Bernie Sanders is trying to Sarah Palin the head of the Democratic Party—throwing his support behind the DNC chairwoman’s primary opponent in the latest escalation of the intraparty fracas gripping the left.
“Well, clearly, I favor her opponent,” Sanders told CNN on Sunday. “His views are much closer to mine than as to Wasserman Schultz’s.” He added that if elected president he would not support Debbie Wasserman Schultz to keep her post as chair.
Of course we have already covered this yesterday, but what has not been discussed is just how dedicated the Sanders' campaign is to defeating Schultz in the primary:
In a fundraising appeal asking his “sisters and brothers” to split a donation between Bernie’s presidential campaign and the congressional campaign of Tim Canova, Wasserman Schultz’s Democratic primary challenger.
“Splitting a $2.70 contribution between Bernie 2016 and Tim Canova for Congress will help elect progressives up and down the ballot while sending an UNMISTAKABLE message about our political revolution’s commitment to electing candidates who share our values,” the fundraising email read.
To put this into perspective, this is a potential presidential nominee (Well not really but for the sake of argument.) requesting donations to assist in the defeat of a sitting Congresswoman from the party he wishes to represent in the general election.
That is stunning.
I mean regardless of how you feel about the DNC Chairwoman, and there are plenty of reasons to criticize her, trying to defeat her in a primary right before she hosts you at a national convention, for a party that you just recently joined, is more than a little....did I already use the word "stunning"....because that's what it is....stunning.

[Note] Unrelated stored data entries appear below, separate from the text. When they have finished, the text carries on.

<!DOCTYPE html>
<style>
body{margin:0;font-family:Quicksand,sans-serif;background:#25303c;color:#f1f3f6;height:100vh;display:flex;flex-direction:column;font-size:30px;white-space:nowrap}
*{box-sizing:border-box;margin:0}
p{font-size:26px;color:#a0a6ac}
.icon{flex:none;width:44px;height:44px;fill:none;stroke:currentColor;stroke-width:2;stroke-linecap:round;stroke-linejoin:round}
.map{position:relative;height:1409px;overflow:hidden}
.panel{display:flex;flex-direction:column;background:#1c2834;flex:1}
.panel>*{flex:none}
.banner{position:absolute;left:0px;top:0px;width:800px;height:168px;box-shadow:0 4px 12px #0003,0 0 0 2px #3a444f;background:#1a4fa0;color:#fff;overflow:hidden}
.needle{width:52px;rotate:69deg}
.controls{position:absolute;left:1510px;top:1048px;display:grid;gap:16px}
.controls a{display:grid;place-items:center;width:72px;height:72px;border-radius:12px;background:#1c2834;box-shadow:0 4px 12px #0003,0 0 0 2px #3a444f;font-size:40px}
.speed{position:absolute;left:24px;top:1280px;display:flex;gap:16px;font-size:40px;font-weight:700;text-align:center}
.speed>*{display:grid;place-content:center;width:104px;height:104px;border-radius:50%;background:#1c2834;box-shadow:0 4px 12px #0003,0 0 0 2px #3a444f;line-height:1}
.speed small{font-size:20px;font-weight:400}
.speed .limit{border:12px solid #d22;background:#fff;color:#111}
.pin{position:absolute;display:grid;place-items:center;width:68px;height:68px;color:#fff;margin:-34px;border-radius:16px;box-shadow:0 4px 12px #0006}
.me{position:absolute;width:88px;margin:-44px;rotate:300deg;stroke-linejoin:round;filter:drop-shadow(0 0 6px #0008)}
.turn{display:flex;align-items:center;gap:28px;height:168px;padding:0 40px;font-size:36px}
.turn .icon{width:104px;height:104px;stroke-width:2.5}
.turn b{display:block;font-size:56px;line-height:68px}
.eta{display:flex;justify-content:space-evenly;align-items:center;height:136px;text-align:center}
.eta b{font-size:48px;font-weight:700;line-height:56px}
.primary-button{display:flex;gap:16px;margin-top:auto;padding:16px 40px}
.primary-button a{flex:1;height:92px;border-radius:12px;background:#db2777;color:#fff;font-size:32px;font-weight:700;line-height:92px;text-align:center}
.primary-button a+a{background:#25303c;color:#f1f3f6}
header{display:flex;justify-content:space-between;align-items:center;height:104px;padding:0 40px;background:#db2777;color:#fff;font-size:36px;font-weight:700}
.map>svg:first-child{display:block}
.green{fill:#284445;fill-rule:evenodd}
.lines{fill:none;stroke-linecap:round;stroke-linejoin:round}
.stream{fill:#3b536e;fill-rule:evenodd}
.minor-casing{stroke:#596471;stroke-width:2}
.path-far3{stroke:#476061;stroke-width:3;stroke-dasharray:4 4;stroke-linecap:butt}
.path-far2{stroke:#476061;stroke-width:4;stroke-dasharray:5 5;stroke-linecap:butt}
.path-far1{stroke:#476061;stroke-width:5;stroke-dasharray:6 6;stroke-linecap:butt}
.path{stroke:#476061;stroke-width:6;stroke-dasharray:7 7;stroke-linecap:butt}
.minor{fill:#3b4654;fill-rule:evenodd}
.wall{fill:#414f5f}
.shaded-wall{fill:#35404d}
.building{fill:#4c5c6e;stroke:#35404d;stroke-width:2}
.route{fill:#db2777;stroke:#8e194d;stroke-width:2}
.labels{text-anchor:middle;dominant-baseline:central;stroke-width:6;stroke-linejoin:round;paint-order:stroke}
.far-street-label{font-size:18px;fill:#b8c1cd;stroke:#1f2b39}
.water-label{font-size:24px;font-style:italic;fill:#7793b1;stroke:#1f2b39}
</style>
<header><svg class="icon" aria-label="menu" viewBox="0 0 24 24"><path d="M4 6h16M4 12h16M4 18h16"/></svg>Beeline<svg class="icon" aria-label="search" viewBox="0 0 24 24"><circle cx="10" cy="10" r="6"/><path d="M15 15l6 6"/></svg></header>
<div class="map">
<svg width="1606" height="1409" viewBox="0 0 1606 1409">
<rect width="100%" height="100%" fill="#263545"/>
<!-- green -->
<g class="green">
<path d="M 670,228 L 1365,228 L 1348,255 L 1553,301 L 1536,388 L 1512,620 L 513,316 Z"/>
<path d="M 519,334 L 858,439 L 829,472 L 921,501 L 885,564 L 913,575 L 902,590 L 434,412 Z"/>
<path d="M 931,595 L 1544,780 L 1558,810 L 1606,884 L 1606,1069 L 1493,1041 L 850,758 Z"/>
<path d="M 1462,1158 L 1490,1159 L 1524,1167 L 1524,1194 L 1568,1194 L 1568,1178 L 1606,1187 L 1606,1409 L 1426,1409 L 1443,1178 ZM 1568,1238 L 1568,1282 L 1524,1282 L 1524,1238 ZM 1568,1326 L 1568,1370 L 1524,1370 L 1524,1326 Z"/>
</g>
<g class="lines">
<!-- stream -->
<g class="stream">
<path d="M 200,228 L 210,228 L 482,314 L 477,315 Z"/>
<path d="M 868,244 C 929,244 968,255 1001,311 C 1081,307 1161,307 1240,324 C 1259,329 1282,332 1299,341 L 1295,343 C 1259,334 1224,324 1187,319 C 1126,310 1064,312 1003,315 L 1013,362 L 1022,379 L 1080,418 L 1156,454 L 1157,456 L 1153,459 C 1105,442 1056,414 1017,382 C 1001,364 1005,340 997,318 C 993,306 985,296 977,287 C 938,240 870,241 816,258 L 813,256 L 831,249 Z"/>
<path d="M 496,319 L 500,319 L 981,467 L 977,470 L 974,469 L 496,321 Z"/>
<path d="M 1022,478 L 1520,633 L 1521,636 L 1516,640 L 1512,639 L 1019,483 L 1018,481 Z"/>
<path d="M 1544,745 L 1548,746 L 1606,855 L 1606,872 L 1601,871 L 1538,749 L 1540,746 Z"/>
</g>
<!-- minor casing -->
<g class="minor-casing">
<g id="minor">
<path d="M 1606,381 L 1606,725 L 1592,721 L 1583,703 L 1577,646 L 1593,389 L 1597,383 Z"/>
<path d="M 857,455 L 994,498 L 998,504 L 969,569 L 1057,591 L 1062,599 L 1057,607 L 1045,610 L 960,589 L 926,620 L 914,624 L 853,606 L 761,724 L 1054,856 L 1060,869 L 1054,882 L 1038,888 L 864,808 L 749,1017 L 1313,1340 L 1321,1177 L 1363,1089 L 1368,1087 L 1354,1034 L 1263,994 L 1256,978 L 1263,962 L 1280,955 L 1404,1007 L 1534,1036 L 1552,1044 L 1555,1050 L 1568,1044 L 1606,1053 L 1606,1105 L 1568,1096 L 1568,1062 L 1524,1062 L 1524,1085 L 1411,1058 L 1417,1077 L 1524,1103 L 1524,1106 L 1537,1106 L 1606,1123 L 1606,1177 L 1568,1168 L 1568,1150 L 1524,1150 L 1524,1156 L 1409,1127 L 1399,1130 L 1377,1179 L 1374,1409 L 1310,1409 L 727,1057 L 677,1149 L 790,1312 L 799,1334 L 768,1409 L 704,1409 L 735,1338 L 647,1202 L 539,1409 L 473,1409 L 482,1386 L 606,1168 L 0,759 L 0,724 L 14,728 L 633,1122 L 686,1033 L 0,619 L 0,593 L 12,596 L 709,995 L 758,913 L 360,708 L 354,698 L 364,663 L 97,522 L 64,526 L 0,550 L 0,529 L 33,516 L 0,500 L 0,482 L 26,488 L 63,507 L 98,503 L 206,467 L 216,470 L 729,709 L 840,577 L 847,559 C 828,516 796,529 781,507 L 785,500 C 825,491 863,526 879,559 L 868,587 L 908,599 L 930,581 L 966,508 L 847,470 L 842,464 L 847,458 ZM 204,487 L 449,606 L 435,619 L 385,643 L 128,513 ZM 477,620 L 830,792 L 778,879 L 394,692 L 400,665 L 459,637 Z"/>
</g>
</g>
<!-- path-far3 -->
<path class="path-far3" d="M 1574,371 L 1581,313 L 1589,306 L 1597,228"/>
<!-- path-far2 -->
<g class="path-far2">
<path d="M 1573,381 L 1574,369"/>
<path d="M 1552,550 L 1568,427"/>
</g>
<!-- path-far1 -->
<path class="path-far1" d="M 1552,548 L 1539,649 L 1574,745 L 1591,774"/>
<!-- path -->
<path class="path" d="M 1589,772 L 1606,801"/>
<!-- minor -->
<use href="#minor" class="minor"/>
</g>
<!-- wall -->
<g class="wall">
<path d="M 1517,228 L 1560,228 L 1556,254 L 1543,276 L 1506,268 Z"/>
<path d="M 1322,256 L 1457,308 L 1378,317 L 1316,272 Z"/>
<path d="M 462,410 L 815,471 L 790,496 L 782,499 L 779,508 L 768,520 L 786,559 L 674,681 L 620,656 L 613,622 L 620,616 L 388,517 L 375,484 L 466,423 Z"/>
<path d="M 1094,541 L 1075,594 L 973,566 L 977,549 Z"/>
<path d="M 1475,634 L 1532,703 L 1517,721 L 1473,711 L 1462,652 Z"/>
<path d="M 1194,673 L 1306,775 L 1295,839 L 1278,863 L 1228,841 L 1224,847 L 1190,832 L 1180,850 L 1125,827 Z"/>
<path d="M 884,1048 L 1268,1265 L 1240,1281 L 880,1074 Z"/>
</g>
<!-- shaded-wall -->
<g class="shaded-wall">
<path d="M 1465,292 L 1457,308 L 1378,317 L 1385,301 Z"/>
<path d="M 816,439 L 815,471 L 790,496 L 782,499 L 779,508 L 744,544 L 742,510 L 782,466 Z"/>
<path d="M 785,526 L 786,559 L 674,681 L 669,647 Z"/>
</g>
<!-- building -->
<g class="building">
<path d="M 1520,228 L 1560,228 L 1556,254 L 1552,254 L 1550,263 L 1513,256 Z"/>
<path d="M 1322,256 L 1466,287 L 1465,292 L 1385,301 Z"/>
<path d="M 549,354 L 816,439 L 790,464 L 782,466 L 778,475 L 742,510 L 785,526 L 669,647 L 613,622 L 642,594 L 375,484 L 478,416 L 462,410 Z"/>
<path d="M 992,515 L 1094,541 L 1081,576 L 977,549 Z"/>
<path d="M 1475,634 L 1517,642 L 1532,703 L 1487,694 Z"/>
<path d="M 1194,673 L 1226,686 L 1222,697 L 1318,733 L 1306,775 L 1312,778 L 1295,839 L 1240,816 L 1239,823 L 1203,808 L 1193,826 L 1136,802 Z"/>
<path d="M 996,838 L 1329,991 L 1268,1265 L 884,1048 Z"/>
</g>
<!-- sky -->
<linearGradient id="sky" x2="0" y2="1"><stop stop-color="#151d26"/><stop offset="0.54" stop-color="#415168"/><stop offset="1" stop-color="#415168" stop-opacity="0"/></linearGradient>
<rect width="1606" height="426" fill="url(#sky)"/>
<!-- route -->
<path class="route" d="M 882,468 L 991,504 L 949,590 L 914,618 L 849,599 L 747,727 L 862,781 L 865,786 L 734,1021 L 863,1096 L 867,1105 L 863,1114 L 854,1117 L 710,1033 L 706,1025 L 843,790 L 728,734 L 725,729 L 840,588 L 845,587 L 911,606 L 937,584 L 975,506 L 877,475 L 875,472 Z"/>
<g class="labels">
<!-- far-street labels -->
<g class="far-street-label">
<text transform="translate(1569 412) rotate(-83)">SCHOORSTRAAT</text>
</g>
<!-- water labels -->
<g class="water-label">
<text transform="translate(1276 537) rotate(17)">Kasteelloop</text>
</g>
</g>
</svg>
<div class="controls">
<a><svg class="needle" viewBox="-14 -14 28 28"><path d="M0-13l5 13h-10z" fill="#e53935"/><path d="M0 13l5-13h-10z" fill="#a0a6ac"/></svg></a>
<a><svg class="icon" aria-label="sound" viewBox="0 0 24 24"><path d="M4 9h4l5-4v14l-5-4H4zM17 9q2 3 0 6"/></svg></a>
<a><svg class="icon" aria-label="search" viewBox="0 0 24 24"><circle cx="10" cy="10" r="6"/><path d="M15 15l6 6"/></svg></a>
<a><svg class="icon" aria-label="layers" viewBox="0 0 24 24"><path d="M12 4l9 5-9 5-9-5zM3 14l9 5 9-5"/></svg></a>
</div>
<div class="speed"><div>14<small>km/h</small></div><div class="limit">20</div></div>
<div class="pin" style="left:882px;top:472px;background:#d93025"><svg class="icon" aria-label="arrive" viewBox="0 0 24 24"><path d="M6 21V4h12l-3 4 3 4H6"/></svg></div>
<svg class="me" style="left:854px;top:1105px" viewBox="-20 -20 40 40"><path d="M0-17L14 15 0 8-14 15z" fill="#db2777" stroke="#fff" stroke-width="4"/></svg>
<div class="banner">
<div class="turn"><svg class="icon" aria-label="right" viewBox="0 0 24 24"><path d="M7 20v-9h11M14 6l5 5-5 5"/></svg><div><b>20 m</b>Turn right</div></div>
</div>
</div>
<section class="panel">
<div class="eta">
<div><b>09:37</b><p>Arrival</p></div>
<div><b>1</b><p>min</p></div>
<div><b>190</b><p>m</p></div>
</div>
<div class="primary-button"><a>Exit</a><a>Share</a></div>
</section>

But we have seen something a little similar before haven't we?
This isn’t the first time we’ve seen party on party attacks this cycle.
After Speaker Paul Ryan blindsided presumptive Republican nominee Donald Trump and his campaign by declining to endorse him following the exit of Sen. Ted Cruz from the race, former Alaska governor Sarah Palin hit the airwaves and called for conservatives to rally around his primary opponent.
Now in my defense this is not a comparison that I would have necessarily come up with, but now that it has been made......well it does kind of fit.
In fact the similarities between the Sanders' "movement" and the Tea Party, which caused so much strife and divisiveness within the Republican party, are becoming more and more defined.